Cartier catapulted to fame at the dawn of the twentieth century. When King Edward VII of England held his coronation in 1902, the French jeweler made dozens of diamond tiaras for women to wear to the festivities. After seeing the splendor of it all, Edward proclaimed Cartier was “the jeweler of kings and king of jewelers.” Brilliant: Cartier in the 20th Century, the sensational exhibition at the Denver Art Museum curated by Margaret Young-Sánchez, shows just how the extraordinary jeweler’s work gained its acclaim and continued to evolve over time with imaginative designs, astounding gems, and exquisite manufacturing.
Tiaras, diadems, and other diamond and platinum regalia made for European nobility and well-heeled Americans from the early years of century kick-off the exhibit.
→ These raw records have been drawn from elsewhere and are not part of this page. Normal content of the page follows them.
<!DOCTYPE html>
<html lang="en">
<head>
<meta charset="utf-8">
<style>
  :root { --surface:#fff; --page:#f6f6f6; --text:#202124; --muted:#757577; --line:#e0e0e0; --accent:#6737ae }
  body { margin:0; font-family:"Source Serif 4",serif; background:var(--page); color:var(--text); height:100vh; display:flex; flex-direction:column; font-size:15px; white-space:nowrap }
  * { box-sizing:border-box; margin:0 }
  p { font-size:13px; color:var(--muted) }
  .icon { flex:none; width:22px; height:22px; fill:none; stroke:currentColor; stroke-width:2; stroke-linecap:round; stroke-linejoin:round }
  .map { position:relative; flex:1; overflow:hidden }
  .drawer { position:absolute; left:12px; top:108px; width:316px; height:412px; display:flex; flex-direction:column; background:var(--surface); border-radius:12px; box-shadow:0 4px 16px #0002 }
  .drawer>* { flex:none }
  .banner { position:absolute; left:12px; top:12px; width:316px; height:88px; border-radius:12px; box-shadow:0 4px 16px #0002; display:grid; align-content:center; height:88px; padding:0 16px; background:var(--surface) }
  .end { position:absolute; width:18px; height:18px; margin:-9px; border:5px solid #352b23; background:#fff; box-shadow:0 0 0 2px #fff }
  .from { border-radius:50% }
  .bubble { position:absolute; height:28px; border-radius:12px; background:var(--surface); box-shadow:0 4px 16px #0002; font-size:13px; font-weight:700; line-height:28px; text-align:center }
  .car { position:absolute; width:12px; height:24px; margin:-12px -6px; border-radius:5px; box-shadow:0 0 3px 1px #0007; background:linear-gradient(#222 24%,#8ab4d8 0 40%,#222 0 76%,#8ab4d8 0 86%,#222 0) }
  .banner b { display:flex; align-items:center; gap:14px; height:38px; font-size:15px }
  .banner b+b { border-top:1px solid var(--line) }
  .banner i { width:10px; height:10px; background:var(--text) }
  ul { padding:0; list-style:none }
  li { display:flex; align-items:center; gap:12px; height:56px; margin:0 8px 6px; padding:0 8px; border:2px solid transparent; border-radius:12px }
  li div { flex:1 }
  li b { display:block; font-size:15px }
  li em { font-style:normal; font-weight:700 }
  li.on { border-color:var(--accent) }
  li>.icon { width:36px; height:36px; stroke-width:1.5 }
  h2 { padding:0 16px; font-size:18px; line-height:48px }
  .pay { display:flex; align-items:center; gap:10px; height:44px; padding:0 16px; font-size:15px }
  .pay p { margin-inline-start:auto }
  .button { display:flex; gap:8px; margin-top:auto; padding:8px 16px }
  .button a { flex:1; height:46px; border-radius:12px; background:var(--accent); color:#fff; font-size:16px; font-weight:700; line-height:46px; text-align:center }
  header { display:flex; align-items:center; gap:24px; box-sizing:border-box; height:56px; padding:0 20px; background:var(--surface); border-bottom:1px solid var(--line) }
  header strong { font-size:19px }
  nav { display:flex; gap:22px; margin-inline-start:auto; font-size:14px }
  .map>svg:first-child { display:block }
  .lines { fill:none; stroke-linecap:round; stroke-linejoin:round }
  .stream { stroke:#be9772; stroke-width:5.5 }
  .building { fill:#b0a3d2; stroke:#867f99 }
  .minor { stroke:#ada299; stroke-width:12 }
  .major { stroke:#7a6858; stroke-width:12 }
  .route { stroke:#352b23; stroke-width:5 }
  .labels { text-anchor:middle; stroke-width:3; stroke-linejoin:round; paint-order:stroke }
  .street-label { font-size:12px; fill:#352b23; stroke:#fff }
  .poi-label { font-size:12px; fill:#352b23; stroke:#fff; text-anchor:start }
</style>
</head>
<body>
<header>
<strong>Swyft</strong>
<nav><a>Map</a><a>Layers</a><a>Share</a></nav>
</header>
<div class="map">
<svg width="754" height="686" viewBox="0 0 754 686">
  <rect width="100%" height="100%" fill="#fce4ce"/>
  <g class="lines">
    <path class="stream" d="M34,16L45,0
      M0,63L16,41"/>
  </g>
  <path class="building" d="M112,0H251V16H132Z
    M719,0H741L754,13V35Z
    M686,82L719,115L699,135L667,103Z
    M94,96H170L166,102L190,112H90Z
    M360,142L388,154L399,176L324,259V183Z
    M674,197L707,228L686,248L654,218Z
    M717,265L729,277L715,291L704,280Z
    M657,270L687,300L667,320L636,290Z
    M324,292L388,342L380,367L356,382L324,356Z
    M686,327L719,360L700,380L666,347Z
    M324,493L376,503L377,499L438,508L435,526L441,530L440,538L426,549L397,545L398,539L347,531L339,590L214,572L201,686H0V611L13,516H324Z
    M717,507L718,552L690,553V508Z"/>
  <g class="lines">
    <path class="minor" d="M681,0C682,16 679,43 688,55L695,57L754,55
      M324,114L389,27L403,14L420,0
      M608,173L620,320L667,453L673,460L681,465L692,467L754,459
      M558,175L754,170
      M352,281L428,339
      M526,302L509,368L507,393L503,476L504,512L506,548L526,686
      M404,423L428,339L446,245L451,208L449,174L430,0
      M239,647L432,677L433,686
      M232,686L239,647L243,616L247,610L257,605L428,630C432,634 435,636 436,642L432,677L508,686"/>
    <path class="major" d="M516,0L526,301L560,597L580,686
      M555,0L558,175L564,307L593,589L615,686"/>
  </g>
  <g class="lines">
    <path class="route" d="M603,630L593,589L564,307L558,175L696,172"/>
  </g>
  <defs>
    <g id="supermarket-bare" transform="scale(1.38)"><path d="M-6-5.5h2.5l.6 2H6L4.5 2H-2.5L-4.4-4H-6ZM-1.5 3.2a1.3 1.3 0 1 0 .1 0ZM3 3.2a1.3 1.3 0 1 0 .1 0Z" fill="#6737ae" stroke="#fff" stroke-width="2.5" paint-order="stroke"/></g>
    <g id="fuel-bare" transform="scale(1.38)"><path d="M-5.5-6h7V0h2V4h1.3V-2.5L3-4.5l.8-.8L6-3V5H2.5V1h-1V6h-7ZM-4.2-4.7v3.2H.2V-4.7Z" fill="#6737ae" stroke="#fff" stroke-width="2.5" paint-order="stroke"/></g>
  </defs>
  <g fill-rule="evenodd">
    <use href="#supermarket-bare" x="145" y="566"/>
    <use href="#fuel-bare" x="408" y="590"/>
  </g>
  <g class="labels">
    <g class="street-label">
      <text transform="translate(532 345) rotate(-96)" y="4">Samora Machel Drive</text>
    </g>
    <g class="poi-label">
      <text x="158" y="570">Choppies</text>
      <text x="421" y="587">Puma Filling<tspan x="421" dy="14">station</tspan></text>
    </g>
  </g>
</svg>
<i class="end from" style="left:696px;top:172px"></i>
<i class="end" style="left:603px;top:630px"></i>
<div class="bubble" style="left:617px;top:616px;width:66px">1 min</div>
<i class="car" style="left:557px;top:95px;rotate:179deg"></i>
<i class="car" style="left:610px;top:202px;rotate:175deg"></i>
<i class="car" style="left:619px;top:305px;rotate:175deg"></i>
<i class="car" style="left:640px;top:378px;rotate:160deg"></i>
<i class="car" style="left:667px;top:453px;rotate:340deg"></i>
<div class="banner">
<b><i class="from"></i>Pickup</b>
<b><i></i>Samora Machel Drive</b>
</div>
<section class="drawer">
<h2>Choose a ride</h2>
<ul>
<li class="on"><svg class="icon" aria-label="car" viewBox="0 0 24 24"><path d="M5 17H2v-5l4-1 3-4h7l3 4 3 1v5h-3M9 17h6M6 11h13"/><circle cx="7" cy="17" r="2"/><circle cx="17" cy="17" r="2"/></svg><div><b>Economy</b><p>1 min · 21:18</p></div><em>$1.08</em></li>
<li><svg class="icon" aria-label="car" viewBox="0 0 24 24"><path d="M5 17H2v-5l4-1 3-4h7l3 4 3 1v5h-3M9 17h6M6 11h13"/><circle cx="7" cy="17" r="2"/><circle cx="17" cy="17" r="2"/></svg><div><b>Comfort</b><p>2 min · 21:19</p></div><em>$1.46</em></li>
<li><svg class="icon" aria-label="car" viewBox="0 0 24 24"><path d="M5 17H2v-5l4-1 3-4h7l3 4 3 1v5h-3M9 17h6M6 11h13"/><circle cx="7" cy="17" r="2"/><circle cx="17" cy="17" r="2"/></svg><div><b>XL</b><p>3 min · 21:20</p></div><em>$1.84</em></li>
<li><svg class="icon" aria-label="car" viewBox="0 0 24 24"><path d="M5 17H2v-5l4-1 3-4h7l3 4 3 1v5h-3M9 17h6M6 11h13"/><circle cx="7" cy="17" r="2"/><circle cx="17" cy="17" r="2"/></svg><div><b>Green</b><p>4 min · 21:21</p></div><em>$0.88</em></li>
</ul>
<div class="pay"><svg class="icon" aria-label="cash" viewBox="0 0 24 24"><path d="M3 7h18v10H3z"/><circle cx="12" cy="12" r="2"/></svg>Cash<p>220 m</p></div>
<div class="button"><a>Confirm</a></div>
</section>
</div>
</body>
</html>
Innovative Art Deco dazzlers conceived for Jazz Age beauties during the 1920s form a substantial section of the presentation. Some of the most unexpected segments of Brilliant are the “Masculine View” centering on men’s watches and accessories and “The Art of Smoking” featuring luxurious gem-set cigarette holders, gold cigarette cases, and ashtrays carved of stones--items made in the days when lighting up was fashionable.
Interspersed throughout the exhibition of over 250 jewels and objects are jaw-dropping pieces from the collections of some legendary figures. The range extends from a table-clock that once belonged to President Franklin Delano Roosevelt to an extensive Art Deco vanity set from Barbara Streisand’s personal collection of vintage. The finale of Brilliant, titled “Icons of Style” is pure jewelry fireworks. It consists of mini collections of Cartier from the jewel boxes of Grace Kelly, Elizabeth Taylor, the Duchess of Windsor, socialite Daisy Fellowes, and Mexican film star Maria Felix.